Self-Contemplation Prompting (SEC for short)

Source code for paper Are Human-generated Demonstrations Necessary for In-context Learning

Main Results

Table: Comparison between SEC and ICL in both CoT and answer only scenarios. SEC reaches comparable results to ICL. Some of our results differ from the published results, which might be due to that the experiments was conducted on different model checkpoints.

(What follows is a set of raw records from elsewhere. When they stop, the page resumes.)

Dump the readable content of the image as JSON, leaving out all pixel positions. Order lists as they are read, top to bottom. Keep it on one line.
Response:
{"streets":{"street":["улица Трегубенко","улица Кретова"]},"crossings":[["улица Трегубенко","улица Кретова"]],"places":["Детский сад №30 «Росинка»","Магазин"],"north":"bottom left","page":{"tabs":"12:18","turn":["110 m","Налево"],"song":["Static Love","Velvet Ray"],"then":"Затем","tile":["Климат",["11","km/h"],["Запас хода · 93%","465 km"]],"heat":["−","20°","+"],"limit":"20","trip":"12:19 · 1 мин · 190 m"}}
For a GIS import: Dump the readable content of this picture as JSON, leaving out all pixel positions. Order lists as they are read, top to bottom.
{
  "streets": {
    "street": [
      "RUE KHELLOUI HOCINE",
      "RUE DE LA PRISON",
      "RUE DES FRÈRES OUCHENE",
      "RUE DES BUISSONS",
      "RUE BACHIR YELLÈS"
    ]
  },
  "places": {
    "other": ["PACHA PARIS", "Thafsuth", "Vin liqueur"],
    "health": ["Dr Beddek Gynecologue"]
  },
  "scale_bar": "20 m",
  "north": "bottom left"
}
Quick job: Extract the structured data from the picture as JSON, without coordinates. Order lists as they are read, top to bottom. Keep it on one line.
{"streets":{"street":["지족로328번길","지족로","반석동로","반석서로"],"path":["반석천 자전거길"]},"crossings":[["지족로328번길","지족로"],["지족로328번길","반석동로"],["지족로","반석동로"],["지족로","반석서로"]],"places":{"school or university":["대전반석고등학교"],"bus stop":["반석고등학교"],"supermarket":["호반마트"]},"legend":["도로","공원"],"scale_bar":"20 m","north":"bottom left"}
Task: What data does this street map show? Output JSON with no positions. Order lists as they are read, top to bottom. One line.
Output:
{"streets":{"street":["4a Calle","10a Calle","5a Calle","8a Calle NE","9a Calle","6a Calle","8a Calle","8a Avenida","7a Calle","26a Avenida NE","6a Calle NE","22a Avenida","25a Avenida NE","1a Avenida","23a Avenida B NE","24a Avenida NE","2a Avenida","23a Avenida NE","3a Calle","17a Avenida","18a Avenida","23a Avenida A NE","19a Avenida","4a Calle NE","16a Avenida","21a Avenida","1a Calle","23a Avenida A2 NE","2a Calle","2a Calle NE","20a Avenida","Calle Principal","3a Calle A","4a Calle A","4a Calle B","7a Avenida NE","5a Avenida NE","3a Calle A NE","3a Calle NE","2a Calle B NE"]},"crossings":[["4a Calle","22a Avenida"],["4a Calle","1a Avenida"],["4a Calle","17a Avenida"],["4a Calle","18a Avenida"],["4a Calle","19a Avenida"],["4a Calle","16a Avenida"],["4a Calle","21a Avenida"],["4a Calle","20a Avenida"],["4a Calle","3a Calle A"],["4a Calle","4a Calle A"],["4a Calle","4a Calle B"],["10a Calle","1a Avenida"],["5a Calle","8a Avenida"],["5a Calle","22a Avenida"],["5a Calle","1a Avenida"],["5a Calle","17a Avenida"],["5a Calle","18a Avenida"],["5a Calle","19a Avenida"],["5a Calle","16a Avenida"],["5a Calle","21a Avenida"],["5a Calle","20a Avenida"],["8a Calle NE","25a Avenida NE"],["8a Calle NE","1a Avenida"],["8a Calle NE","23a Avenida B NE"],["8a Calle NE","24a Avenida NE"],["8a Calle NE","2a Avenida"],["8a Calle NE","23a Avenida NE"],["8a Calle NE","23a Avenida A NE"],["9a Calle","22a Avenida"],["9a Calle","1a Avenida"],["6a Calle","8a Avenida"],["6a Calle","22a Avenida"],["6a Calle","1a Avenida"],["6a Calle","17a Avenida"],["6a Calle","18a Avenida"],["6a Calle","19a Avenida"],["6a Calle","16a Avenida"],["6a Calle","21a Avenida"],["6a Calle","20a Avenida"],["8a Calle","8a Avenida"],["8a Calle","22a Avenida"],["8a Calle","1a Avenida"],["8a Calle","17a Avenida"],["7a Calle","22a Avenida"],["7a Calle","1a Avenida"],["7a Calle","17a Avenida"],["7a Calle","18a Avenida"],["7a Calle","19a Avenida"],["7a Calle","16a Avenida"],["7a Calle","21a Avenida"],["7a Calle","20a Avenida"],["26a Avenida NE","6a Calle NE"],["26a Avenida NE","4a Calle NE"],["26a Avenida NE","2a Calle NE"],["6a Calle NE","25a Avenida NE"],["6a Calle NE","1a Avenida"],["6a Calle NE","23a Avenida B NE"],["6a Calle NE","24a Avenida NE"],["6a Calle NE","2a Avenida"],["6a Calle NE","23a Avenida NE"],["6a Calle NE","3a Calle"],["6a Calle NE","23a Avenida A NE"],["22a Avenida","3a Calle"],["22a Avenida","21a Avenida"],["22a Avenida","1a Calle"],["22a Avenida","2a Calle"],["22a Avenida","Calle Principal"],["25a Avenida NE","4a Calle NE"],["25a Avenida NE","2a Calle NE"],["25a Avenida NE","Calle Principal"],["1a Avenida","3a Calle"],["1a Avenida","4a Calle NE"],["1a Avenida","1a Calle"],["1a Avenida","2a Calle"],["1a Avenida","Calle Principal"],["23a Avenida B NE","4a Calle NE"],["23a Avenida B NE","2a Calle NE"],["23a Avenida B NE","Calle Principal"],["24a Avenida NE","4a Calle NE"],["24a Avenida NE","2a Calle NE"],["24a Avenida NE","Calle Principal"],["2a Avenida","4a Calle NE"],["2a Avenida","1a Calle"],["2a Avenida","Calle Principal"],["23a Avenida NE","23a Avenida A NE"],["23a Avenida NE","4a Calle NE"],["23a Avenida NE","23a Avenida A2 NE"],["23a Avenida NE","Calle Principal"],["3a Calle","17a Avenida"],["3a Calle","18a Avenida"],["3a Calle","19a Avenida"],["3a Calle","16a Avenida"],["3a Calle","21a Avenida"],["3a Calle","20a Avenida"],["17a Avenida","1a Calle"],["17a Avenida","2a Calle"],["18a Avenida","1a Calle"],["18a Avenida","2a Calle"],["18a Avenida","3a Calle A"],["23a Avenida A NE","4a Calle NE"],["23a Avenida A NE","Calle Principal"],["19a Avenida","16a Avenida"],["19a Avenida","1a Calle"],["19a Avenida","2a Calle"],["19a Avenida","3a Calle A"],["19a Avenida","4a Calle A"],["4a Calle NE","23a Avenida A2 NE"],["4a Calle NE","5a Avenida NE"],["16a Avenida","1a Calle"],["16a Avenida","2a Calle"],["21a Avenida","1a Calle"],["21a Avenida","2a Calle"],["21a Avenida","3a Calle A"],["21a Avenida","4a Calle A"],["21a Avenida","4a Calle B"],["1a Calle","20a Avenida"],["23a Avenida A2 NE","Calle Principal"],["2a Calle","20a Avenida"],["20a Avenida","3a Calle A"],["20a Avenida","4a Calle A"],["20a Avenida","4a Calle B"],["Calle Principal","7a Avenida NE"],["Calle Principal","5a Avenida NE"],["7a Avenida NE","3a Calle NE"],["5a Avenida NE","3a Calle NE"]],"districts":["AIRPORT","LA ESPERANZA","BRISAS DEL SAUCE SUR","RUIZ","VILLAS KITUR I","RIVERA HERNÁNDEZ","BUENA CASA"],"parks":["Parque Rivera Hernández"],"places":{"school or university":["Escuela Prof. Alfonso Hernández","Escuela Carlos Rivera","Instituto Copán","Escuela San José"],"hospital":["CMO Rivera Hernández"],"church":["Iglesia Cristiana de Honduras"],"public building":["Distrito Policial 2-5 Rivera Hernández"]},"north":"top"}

Any result encompassed within brackets signifies data derived from zero-shot prompting. The subscript denotes the number of employed shots for published results. For example, ₅ means 5-shot scenario. For our own experiments, the number of shots are shown in Table (link to the specific table).

The superscripts are used to indicate results that have been cited from previous studies: ^a[1], ^b[2], ^c[3].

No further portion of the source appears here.